Find how many lines in the data below mention "canvas". Give the number only.

[Opening THE INPUT section]

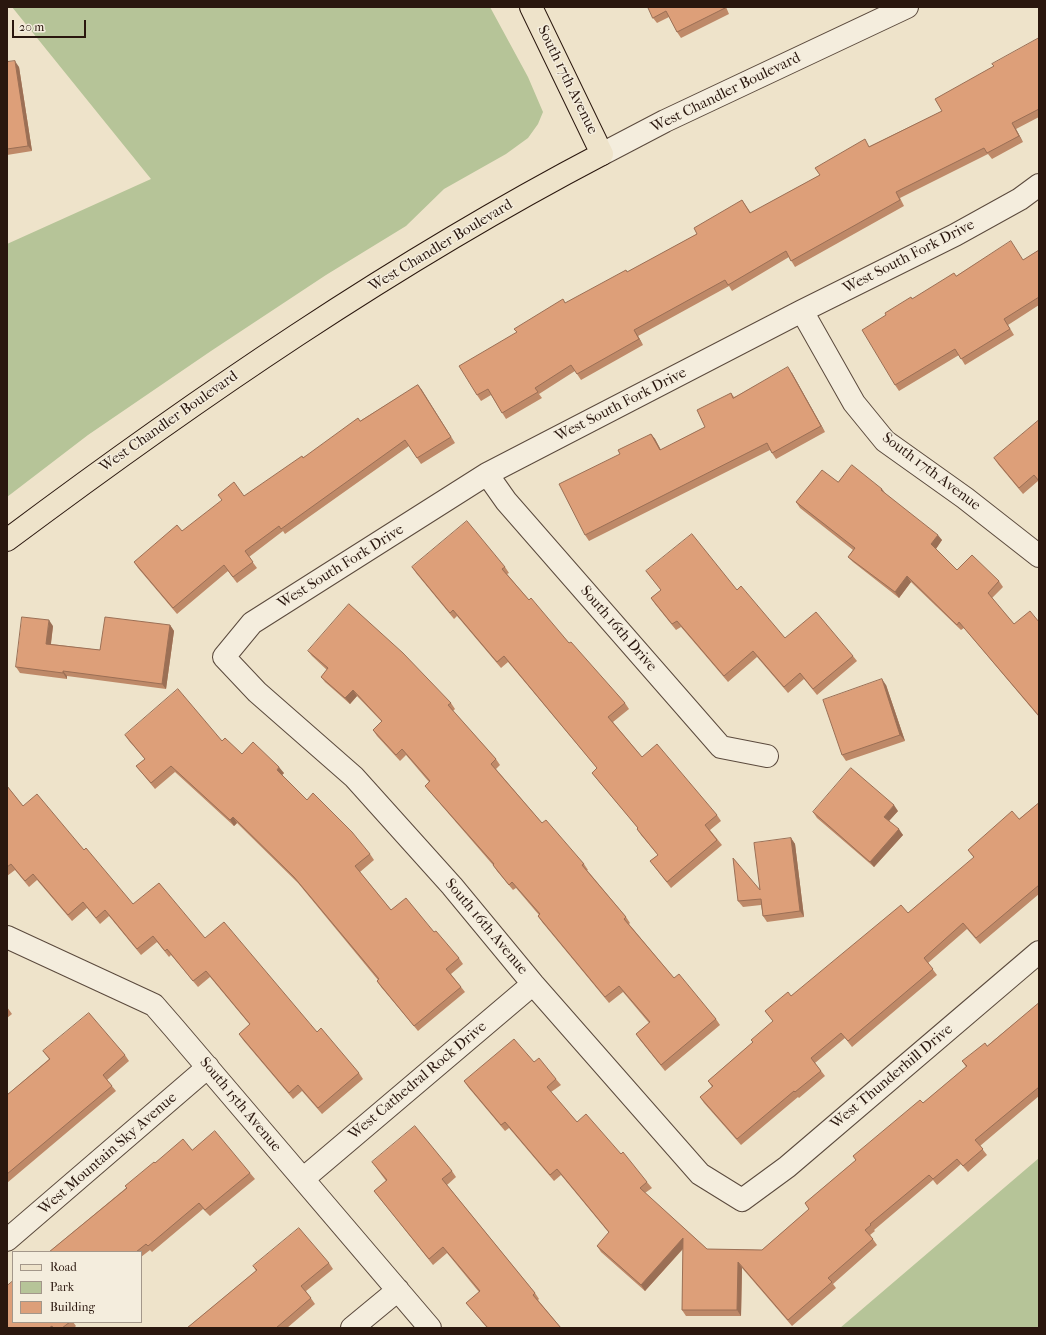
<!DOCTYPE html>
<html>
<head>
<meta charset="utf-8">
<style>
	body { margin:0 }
	#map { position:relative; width:1046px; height:1335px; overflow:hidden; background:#eee3ca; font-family:"IM FELL French Canon",serif }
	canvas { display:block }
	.frame { position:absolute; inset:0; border:8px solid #2a170e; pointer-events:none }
	.legend { position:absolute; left:12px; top:1251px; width:130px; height:72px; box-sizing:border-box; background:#f4eddd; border:1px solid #a3978a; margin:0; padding:5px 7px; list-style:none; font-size:12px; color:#2a170e }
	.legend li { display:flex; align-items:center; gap:8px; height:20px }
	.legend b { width:20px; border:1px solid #a3978a }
	.scale { position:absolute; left:12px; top:20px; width:74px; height:18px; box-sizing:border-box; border:2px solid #2a170e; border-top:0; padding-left:5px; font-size:12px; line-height:14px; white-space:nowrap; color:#2a170e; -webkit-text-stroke:3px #f4eddd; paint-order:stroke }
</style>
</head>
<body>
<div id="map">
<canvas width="1046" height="1335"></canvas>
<div class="frame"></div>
<ul class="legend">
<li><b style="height:5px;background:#eee3ca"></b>Road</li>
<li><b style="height:11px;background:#b6c498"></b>Park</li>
<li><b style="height:11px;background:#dd9f79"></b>Building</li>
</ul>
<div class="scale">20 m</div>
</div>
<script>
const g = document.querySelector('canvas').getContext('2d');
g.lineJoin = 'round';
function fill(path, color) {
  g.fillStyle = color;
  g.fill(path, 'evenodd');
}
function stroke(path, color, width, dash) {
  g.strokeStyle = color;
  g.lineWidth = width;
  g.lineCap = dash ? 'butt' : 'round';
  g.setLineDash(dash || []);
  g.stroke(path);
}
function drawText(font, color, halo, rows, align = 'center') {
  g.font = font + ' "IM FELL French Canon",serif';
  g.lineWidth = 3;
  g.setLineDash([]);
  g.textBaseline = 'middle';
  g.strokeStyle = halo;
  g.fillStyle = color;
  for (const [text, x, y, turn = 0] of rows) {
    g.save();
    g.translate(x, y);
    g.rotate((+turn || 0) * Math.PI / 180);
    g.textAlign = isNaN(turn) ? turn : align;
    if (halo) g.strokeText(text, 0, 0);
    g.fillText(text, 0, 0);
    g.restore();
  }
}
fill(new Path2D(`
	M 12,7 L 490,7 L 528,77 L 543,112 L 538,124 L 528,138 L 506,154 L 444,189 L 406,226 L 326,275 L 211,351 L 88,435 L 7,497 L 7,244 L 151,179 Z
	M 1039,1158 L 1039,1328 L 840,1328 Z`), '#b6c498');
const minor = new Path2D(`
	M 602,154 L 665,121 L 907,7
	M 1039,185 L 1020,199 L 955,235 L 802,311 L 487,474 L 252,623 L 224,657 L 257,692 L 354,777 L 452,886 L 533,984 L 700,1174 L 742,1200 L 787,1167 L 1039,952
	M 802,311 L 854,403 L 885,441 L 965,498 L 1039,556
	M 487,474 L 506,501 L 721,747 L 767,756
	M 7,937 L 154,1005 L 174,1028 L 430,1328
	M 303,1179 L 533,984
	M 7,1240 L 208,1067
	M 352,1328 L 398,1290`);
const major = new Path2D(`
	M 7,540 C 197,398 392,264 602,154 L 531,7`);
stroke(minor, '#5b4a3d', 24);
stroke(major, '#2a170e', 24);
stroke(minor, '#f4eddd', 22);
stroke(major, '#eee3ca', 22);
fill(new Path2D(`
	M 648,7 L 726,7 L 729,14 L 681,38 L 677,32 L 669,17 L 657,23 L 653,18 Z
	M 1039,38 L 1039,117 L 1016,129 L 1023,142 L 992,159 L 988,154 L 900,198 L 904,206 L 795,267 L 789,257 L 732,291 L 729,286 L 638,336 L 643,345 L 581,380 L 575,371 L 539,394 L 542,398 L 506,419 L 491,395 L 481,401 L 477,395 L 566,303 L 628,272 L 697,234 L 742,200 L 751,213 L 820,175 L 870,146 L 942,111 L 994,66 Z
	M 7,62 L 19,67 L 32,151 L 7,155 Z
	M 1039,250 L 1039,305 L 1008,325 L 1014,335 L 965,365 L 959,355 L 899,391 L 895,385 L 886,315 L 913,299 L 956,276 L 1023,260 Z
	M 792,373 L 825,432 L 776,459 L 770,450 L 589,541 L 585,535 L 620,454 L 651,434 L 655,439 L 661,450 L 705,427 L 731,393 L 734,397 Z
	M 418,385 L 455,443 L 421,464 L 409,446 L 285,534 L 283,531 L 249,557 L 257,568 L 237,583 L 228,571 L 177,614 L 138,568 L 134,562 L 182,531 L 244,496 L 360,421 Z
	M 1039,420 L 1039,482 L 1038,481 L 1023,494 L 998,464 L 994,458 Z
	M 838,482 L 886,494 L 942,540 L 936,549 L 957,570 L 999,581 L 1003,587 L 992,598 L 1014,624 L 1039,622 L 1039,717 L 964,628 L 961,630 L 911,582 L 899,598 L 853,562 L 848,557 L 853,550 L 800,508 L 796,502 Z
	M 412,567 L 505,567 L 509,573 L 507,574 L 529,600 L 625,703 L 629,709 L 613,722 L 642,757 L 717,815 L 721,821 L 710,830 L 722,845 L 671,888 L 650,861 L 658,855 L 641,835 L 637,829 L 638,828 L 596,778 L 592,773 L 597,768 L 508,662 L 501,668 L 457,616 L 454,619 L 416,573 Z
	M 646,571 L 737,590 L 785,638 L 853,656 L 857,661 L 817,695 L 804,679 L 788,693 L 757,657 L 728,682 L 681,627 L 676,630 L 655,604 L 651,598 L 661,590 Z
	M 170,625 L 174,631 L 166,689 L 67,676 L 67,679 L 20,673 L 16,667 L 53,626 L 51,644 L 100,650 Z
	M 308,651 L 451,703 L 455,709 L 453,711 L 496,759 L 500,765 L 496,769 L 542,823 L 584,864 L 588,870 L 587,870 L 626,917 L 630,923 L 629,924 L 674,978 L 716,1019 L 720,1025 L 665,1071 L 640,1040 L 636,1034 L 649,1023 L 623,992 L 609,1003 L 542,922 L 538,916 L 539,915 L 516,888 L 513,890 L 497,871 L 493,865 L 429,791 L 425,786 L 429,782 L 406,755 L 400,761 L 377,736 L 373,730 L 382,722 L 357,696 L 350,704 L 325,682 L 321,677 L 327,670 L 312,656 Z
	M 886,685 L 905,741 L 846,761 L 842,755 Z
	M 125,735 L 222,741 L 242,754 L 284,773 L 282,775 L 307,800 L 370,854 L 374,860 L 360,872 L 391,910 L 434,932 L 459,958 L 463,964 L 451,974 L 465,992 L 418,1031 L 381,987 L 377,981 L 378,980 L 298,883 L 237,823 L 234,826 L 175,772 L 155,789 L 141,772 L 136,766 L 145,759 L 129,741 Z
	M 7,786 L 23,806 L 84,850 L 133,904 L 205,938 L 317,1032 L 359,1073 L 363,1079 L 322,1114 L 302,1091 L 293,1099 L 243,1040 L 239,1034 L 250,1025 L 210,977 L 198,987 L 171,955 L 169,957 L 157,942 L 141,955 L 109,916 L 100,924 L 87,908 L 72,921 L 37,880 L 29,887 L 15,870 L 7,876 Z
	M 1039,803 L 1039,894 L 980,944 L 967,929 L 928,963 L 937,975 L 852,1047 L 845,1038 L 815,1063 L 825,1076 L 799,1098 L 798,1097 L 741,1145 L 704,1103 L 700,1097 L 712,1087 L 708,1081 L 753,1042 L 773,1021 L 765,1011 L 791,996 L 908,913 L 974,858 L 968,850 L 1019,819 Z
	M 898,811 L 889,821 L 903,835 L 874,867 L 817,818 L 813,812 Z
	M 791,838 L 795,844 L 804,917 L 767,922 L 763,916 L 761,905 L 743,907 L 738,901 L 760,890 Z
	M 1039,1003 L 1039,1096 L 980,1146 L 987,1155 L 968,1172 L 961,1164 L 937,1185 L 933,1180 L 874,1230 L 875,1231 L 870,1235 L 877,1245 L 833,1284 L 836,1288 L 792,1326 L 742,1268 L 741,1316 L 686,1316 L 682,1310 L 683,1249 L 645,1291 L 601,1252 L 597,1246 L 609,1233 L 561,1175 L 554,1181 L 509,1128 L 505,1131 L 468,1087 L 464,1081 L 534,1062 L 556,1079 L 561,1085 L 551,1092 L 577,1122 L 621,1154 L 647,1182 L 652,1188 L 645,1193 L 707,1249 L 762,1250 L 809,1209 L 805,1203 L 856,1160 L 853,1156 L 923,1103 L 966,1067 L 962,1061 L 987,1046 Z
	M 7,1007 L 12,1014 L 7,1018 Z
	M 43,1051 L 125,1055 L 129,1061 L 107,1080 L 116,1091 L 7,1183 L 7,1095 L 49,1059 Z
	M 192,1150 L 250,1173 L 255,1179 L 210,1216 L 203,1209 L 152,1252 L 150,1250 L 141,1257 L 141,1252 L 49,1252 L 126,1188 L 155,1163 Z
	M 372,1162 L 452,1171 L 456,1177 L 447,1185 L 535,1293 L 539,1299 L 538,1300 L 561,1328 L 487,1328 L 466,1303 L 479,1292 L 447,1253 L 433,1265 L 374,1191 L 386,1181 Z
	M 329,1263 L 333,1269 L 306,1291 L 315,1304 L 287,1328 L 187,1328 L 256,1271 L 253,1266 Z
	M 13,1322 L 73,1322 L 76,1326 L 74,1328 L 7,1328 Z`), '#be8968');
fill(new Path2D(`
	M 15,61 L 19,67 L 32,151 L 28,146 Z
	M 1012,123 L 1016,129 L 1023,142 L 1019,136 Z
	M 634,330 L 638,336 L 643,345 L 639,339 Z
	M 788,367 L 792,373 L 825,432 L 821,426 Z
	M 418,385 L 422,390 L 455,443 L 451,437 Z
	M 651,434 L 655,439 L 664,456 L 660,450 Z
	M 882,489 L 886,494 L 881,490 Z
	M 938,535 L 942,540 L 935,550 L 931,544 Z
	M 907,576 L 911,582 L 899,598 L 895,592 Z
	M 49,620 L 53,626 L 50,650 L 46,644 Z
	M 170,625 L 174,631 L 166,689 L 162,684 Z
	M 63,671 L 67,676 L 67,679 L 63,673 Z
	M 882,679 L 886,685 L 905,741 L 900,735 Z
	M 353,690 L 357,696 L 350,704 L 345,698 Z
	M 279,767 L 284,773 L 281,776 L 277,770 Z
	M 894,805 L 898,811 L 888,822 L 884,817 Z
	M 233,817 L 237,823 L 234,826 L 230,820 Z
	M 899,829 L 903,835 L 874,867 L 870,862 Z
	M 791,838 L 795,844 L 804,917 L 800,911 Z
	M 683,1238 L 687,1244 L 645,1291 L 641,1285 Z
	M 738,1262 L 742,1268 L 741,1316 L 737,1310 Z`), '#9b6f55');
const building = new Path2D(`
	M 648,7 L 725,7 L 725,8 L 677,32 L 666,11 L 653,18 Z
	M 1039,38 L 1039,109 L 1012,123 L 1019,136 L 987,153 L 984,148 L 896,192 L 900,200 L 791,261 L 786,251 L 728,285 L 725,280 L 634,330 L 639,339 L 577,374 L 571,365 L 535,388 L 538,392 L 502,413 L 488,389 L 477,395 L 459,366 L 517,332 L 514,329 L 563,299 L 565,303 L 626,270 L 627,272 L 697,234 L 694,228 L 742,200 L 750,213 L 820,175 L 815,168 L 865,139 L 869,147 L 942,111 L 935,99 L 994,66 L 992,64 Z
	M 15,61 L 28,146 L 7,149 L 7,62 Z
	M 1011,241 L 1023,260 L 1039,250 L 1039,297 L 1004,319 L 1010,329 L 961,359 L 955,349 L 895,385 L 862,330 L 886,315 L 885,313 L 911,297 L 912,299 L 954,273 L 956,276 Z
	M 788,367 L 821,426 L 772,453 L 767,443 L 585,535 L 559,484 L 620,454 L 618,450 L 651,434 L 660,450 L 705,427 L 697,410 L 731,393 L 733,398 Z
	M 418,385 L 451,437 L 417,458 L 405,440 L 281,529 L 279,526 L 245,551 L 253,562 L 233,577 L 224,565 L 173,608 L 134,562 L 177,525 L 182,531 L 222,500 L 218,495 L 234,482 L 244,496 L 302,456 L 303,458 L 358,418 L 360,421 Z
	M 1039,420 L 1039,481 L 1034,475 L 1019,488 L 994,458 Z
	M 852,465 L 882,489 L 881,490 L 938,535 L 931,544 L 957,570 L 972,555 L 999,581 L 988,593 L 1014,624 L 1030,611 L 1039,622 L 1039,716 L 959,622 L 957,625 L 907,576 L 895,592 L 848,557 L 855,548 L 796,502 L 822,470 L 838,482 Z
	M 467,521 L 505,567 L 502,569 L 529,600 L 531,598 L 569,643 L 571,642 L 625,703 L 608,717 L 642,757 L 657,744 L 717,815 L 705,825 L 717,840 L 667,882 L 650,861 L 658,855 L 637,829 L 638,828 L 592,773 L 597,768 L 504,656 L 497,662 L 453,610 L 450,613 L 412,567 Z
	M 692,534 L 737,590 L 741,586 L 785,638 L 816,612 L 853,656 L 813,689 L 800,673 L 784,687 L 753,651 L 724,676 L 677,621 L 672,624 L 651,598 L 661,590 L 646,571 Z
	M 349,604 L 403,653 L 451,703 L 448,705 L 496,759 L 491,764 L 542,823 L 546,820 L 584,864 L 582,865 L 626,917 L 624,919 L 674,978 L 679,974 L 716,1019 L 661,1065 L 636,1034 L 650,1022 L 619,986 L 605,997 L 538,916 L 540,914 L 512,882 L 509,885 L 493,865 L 494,864 L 425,786 L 430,781 L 402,749 L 396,755 L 373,730 L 382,721 L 353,690 L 345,698 L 321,677 L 328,668 L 308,651 Z
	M 22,617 L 49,620 L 46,644 L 100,650 L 105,617 L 170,625 L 162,684 L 63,671 L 63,673 L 16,667 Z
	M 882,679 L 900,735 L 842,755 L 823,700 Z
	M 178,689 L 222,741 L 225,738 L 242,754 L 253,742 L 279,767 L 277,770 L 307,800 L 313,793 L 352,832 L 370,854 L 355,866 L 391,910 L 406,898 L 434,932 L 436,931 L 459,958 L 446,969 L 461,987 L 414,1026 L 377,981 L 379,979 L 294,877 L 233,817 L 230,820 L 171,766 L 151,783 L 136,766 L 145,759 L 125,735 Z
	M 851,768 L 894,805 L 884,817 L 899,829 L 870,862 L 813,812 Z
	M 7,786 L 23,806 L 37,794 L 84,850 L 86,848 L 133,904 L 159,883 L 205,938 L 224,922 L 317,1032 L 321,1028 L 359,1073 L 318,1108 L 298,1085 L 289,1093 L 239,1034 L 250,1024 L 206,971 L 193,981 L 167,949 L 165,951 L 153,936 L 137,949 L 105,910 L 96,918 L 83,902 L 68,915 L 33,874 L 25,881 L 11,864 L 7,867 Z
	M 1039,803 L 1039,885 L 976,938 L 963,923 L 924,958 L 933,969 L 848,1041 L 841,1033 L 811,1058 L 821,1071 L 795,1092 L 794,1091 L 737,1139 L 700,1097 L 713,1086 L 708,1081 L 753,1042 L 751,1040 L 773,1021 L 765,1011 L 788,992 L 791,996 L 901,905 L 908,913 L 974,857 L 968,850 L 1012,811 L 1019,819 Z
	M 791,838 L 800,911 L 763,916 L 761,899 L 738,901 L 733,858 L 760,890 L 754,843 Z
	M 1039,1003 L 1039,1087 L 975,1140 L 983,1149 L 963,1166 L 957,1159 L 933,1179 L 929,1175 L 870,1224 L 871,1225 L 865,1230 L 873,1239 L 828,1278 L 832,1282 L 788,1320 L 738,1262 L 737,1310 L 682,1310 L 683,1238 L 641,1285 L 597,1246 L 609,1232 L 557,1169 L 550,1175 L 505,1122 L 501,1125 L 464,1081 L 514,1039 L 534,1062 L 539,1058 L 556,1079 L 547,1087 L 577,1122 L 586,1114 L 621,1154 L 623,1152 L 647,1182 L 640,1188 L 707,1249 L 762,1250 L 809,1209 L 805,1203 L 856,1160 L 853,1156 L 920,1100 L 923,1103 L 967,1066 L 962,1061 L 985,1043 L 987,1046 Z
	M 89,1013 L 125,1055 L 103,1075 L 112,1086 L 7,1174 L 7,1095 L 50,1059 L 43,1051 Z
	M 415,1126 L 452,1171 L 442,1179 L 535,1293 L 533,1295 L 561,1328 L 495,1328 L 494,1327 L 493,1328 L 488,1328 L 466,1303 L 480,1291 L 443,1247 L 429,1259 L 374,1191 L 387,1180 L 372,1162 Z
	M 215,1131 L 250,1173 L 205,1210 L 199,1203 L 148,1246 L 146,1244 L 136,1252 L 49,1252 L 127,1188 L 125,1186 L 154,1162 L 155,1163 L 183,1139 L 192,1150 Z
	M 299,1228 L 329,1263 L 301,1286 L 311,1298 L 276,1328 L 187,1328 L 257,1270 L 253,1266 Z
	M 13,1281 L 13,1322 L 70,1322 L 62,1328 L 53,1328 L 52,1326 L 49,1328 L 7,1328 L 7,1286 Z`);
fill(building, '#dd9f79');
stroke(building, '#9b6f55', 1);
drawText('15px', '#2a170e', '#f4eddd', [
	["South 17th Avenue",567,80,64],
	["West Chandler Boulevard",726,93,-26],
	["West Chandler Boulevard",441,246,-31],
	["West South Fork Drive",909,257,-27],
	["West South Fork Drive",621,405,-27],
	["West Chandler Boulevard",169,422,-35],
	["South 17th Avenue",931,472,37],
	["West South Fork Drive",341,567,-32],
	["South 16th Drive",618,629,49],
	["South 16th Avenue",486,927,50],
	["West Thunderhill Drive",892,1077,-40],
	["West Cathedral Rock Drive",418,1081,-40],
	["South 15th Avenue",240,1105,50],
	["West Mountain Sky Avenue",108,1154,-41]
]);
</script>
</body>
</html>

[Closing THE INPUT section]

=== RESULT OF THIS EXERCISE ===
3